The Norris Museum is set in a beautiful riverside garden. Come along and see it as part of your visit - but don't tell anyone about it! This little green area of tranquillity is one of the best kept secrets in St Ives.
The Norris Museum garden

Wisteria

If you're only going to visit the Norris once, make sure it's in May! That's when you will see our Wisteria in bloom and the blossoms fill the whole courtyard with their fragrance. Wisteria in the Norris Museum garden
   
But even during the rest of the year this magnificent plant is always worth a look. The gnarled and twisted branches in winter, and the fans of leaves in the summer time (with a second flush of smaller blossoms in July) stretch 80 feet across the Museum buildings.  
   
Despite its size and antique appearance, our Wistaria is less than 30 years old. It was planted in the early 1980s.  
Variegated Box
Variegated box in the Norris Museum garden The variegated box has more history to it.
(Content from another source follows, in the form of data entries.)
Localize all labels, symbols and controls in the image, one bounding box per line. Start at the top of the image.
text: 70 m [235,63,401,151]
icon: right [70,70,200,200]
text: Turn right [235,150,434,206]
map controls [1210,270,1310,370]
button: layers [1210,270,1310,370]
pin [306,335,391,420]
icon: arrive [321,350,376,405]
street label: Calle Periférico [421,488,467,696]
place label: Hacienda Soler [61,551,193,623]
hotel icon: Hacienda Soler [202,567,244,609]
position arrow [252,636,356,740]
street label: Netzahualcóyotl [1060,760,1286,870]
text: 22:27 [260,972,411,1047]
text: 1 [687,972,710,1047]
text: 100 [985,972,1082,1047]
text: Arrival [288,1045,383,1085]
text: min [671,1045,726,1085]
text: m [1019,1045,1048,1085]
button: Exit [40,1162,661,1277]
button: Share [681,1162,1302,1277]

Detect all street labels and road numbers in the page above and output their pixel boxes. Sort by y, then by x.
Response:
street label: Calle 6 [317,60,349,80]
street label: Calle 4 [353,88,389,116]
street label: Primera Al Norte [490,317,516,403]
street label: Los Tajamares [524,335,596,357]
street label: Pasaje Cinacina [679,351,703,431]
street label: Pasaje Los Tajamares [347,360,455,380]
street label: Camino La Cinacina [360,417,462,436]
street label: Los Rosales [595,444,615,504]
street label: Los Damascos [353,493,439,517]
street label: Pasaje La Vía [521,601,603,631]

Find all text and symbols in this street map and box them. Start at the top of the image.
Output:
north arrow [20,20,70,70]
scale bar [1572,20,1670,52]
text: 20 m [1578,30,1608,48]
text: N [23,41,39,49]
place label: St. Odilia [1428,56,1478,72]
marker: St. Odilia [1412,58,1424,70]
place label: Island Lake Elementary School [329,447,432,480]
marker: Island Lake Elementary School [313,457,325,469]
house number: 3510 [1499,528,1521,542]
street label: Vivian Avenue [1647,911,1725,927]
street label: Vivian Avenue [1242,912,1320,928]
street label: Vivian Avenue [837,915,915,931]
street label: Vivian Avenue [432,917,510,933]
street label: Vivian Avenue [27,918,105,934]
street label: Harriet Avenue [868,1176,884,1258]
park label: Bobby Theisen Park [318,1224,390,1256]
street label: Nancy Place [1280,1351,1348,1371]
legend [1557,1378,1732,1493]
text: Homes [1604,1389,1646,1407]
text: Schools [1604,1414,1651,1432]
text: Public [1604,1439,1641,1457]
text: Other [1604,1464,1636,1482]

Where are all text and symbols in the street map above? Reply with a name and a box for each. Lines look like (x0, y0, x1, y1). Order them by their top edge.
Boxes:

It was grown from a cutting from the tree in the churchyard of the St Ives parish church of All Saints.
   
  The Hurstingstone
  There are several ancient objects on display in the garden. This is the "Hurstingstone", which used to stand on a hillside above St Ives where Royal Air Force Wyton is now (it was moved to the Museum garden when Wyton's runway was extended in the 1950s so that V-bombers could land and take off).
 
The stone is often called "The Abbot's Chair" because of its shape. But that's misleading, because you see it now standing on its side. It was originally the square socket for the base of a wayside cross. The Hurstingstone in the Norris Museum garden
   
During the religious turmoil of the Reformation the cross was pulled down, wrenching the socket onto its side. The cross itself was taken away but the upturned socket was left where it was, looking like a stone chair.  
 
Roman coffins
These stone coffins were found alongside the A1. They were discovered when the road was being made into a dual carriageway in the 1930s, close to the Huntingdonshire village of Water Newton, near Peterborough. Water Newton was a town in Roman times.
Roman coffins in the Norris Museum garden
 
Herbs of the Middle Ages

A new feature is our garden of herbs from the Middle Ages. Planted in pots down by the river you can see some of the plants that a herbalist of the Middle Ages would have grown for use in cooking, but also in medicine and magic - there wasn't much difference between the two in those days!

 
Herbs planted in pots in the Norris Museum garden
 
Some of the plants have fragrant leaves that you can enjoy by gently rubbing them. And the labels will tell you which of the plants were believed to act as a medicine against the Plague (it didn't work!) and which one protected children from being stolen away by fairies.
 
Mulberry tree
Mulberry trees have a special place in the history of St Ives. There are several very old Mulberry trees in the town, planted in places with links to the 18th century. There is one in the garden of Mulberry Cottage in Chapel Lane, for example, and another at the lock-keeper's house at St Ives Staunch - the first lock was built there in 1723.
 
Mulberry tree in the Norris Museum garden
 
So when an Apple tree in the Museum garden died in 1998 we replaced it with a Mulberry. It's a Black Mulberry and it's descended from a cutting taken from a tree planted in Chelsea Physic Garden by King James II - the original tree was destroyed in the Blitz.
 
Acanthus

As this is a Museum garden, we like to grow plants that have historical associations, or just ones that are old-fashioned cottage varieties. These handsome plants are Acanthus. 2000 years ago the curling leaves were the inspiration for the carved stonework of the Ancient Greek "Corinthian" style of architecture.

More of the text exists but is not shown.